Collected data:

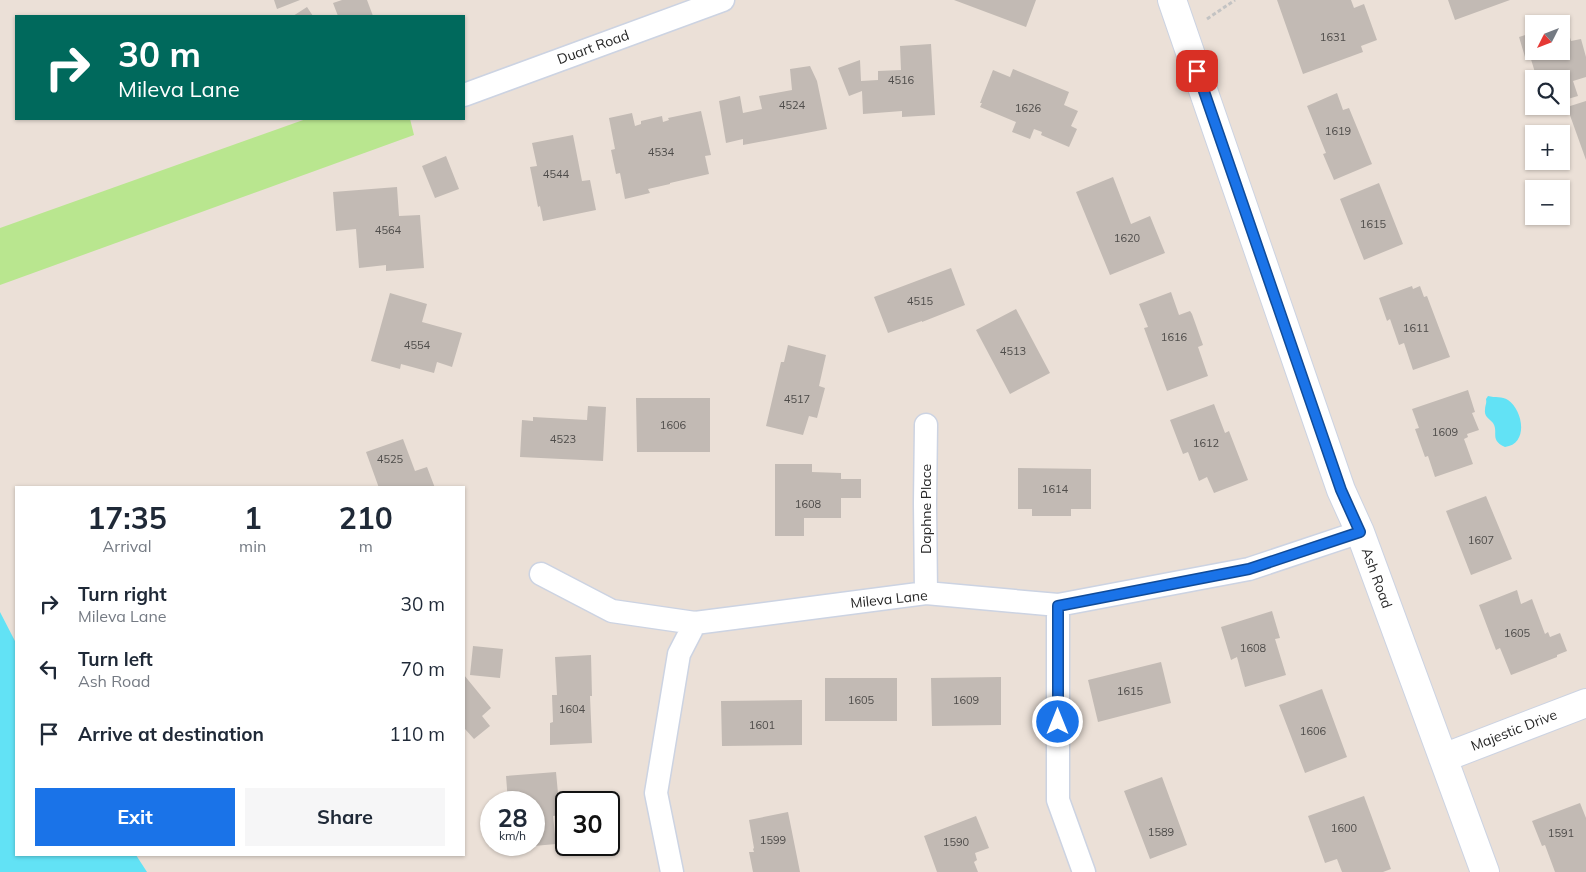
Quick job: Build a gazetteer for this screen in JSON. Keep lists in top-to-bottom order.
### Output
{
  "streets": {
    "main road": ["Ash Road", "Majestic Drive"],
    "street": ["Duart Road", "Daphne Place", "Mileva Lane"]
  },
  "crossings": [
    ["Daphne Place", "Mileva Lane"],
    ["Ash Road", "Mileva Lane"],
    ["Ash Road", "Majestic Drive"]
  ],
  "house_numbers": [
    "1631",
    "4516",
    "4524",
    "1626",
    "1619",
    "4534",
    "4544",
    "1615",
    "4564",
    "1620",
    "4515",
    "1611",
    "1616",
    "4554",
    "4513",
    "4517",
    "1606",
    "1609",
    "4523",
    "1612",
    "4525",
    "1614",
    "1608",
    "1607",
    "1605",
    "1608",
    "1615",
    "1605",
    "1609",
    "1604",
    "1601",
    "1606",
    "1600",
    "1589",
    "1591",
    "1599",
    "1590"
  ],
  "north": "bottom left",
  "page": {
    "map_buttons": ["+", "−"],
    "turn": ["30 m", "Mileva Lane"],
    "eta": [
      "17:35",
      "Arrival",
      "1",
      "min",
      "210",
      "m"
    ],
    "list": [
      {
        "name": "Turn right",
        "note": "Mileva Lane",
        "value": "30 m"
      },
      {
        "name": "Turn left",
        "note": "Ash Road",
        "value": "70 m"
      },
      {
        "name": "Arrive at destination",
        "value": "110 m"
      }
    ],
    "buttons": ["Exit", "Share"],
    "speed": "28 km/h",
    "limit": "30"
  }
}
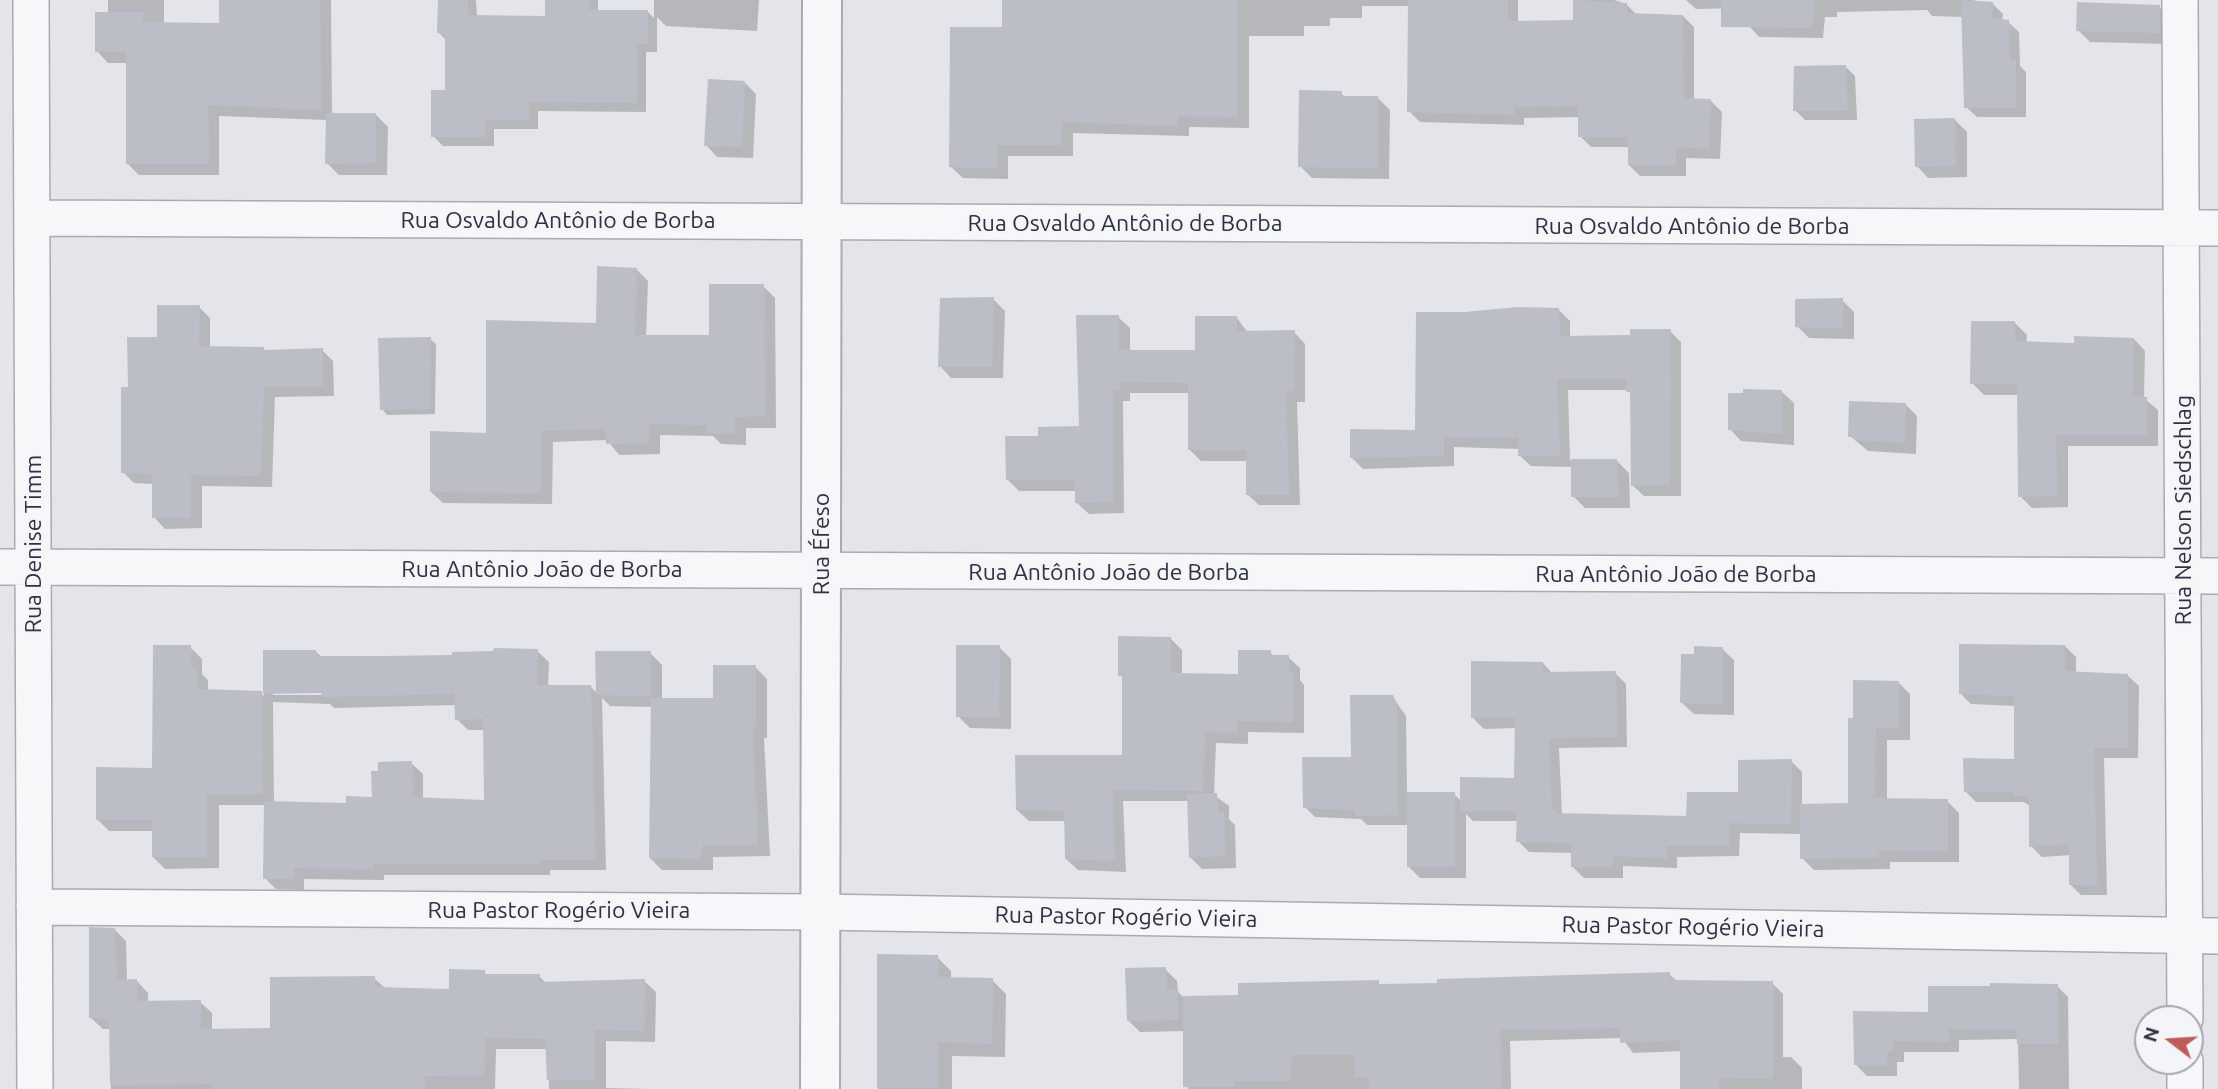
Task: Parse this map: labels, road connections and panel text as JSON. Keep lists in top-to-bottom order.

What you need to do → Return every entry word for word, but drop any pictures.

Exercise output →
Quick job: Build a gazetteer for this screen in JSON. Keep lists in top-to-bottom order.
### Output
{
  "streets": {
    "main road": ["Ash Road", "Majestic Drive"],
    "street": ["Duart Road", "Daphne Place", "Mileva Lane"]
  },
  "crossings": [
    ["Daphne Place", "Mileva Lane"],
    ["Ash Road", "Mileva Lane"],
    ["Ash Road", "Majestic Drive"]
  ],
  "house_numbers": [
    "1631",
    "4516",
    "4524",
    "1626",
    "1619",
    "4534",
    "4544",
    "1615",
    "4564",
    "1620",
    "4515",
    "1611",
    "1616",
    "4554",
    "4513",
    "4517",
    "1606",
    "1609",
    "4523",
    "1612",
    "4525",
    "1614",
    "1608",
    "1607",
    "1605",
    "1608",
    "1615",
    "1605",
    "1609",
    "1604",
    "1601",
    "1606",
    "1600",
    "1589",
    "1591",
    "1599",
    "1590"
  ],
  "north": "bottom left",
  "page": {
    "map_buttons": ["+", "−"],
    "turn": ["30 m", "Mileva Lane"],
    "eta": [
      "17:35",
      "Arrival",
      "1",
      "min",
      "210",
      "m"
    ],
    "list": [
      {
        "name": "Turn right",
        "note": "Mileva Lane",
        "value": "30 m"
      },
      {
        "name": "Turn left",
        "note": "Ash Road",
        "value": "70 m"
      },
      {
        "name": "Arrive at destination",
        "value": "110 m"
      }
    ],
    "buttons": ["Exit", "Share"],
    "speed": "28 km/h",
    "limit": "30"
  }
}
Task: Parse this map: labels, road connections and panel text as JSON. Keep lists in top-to-bottom order.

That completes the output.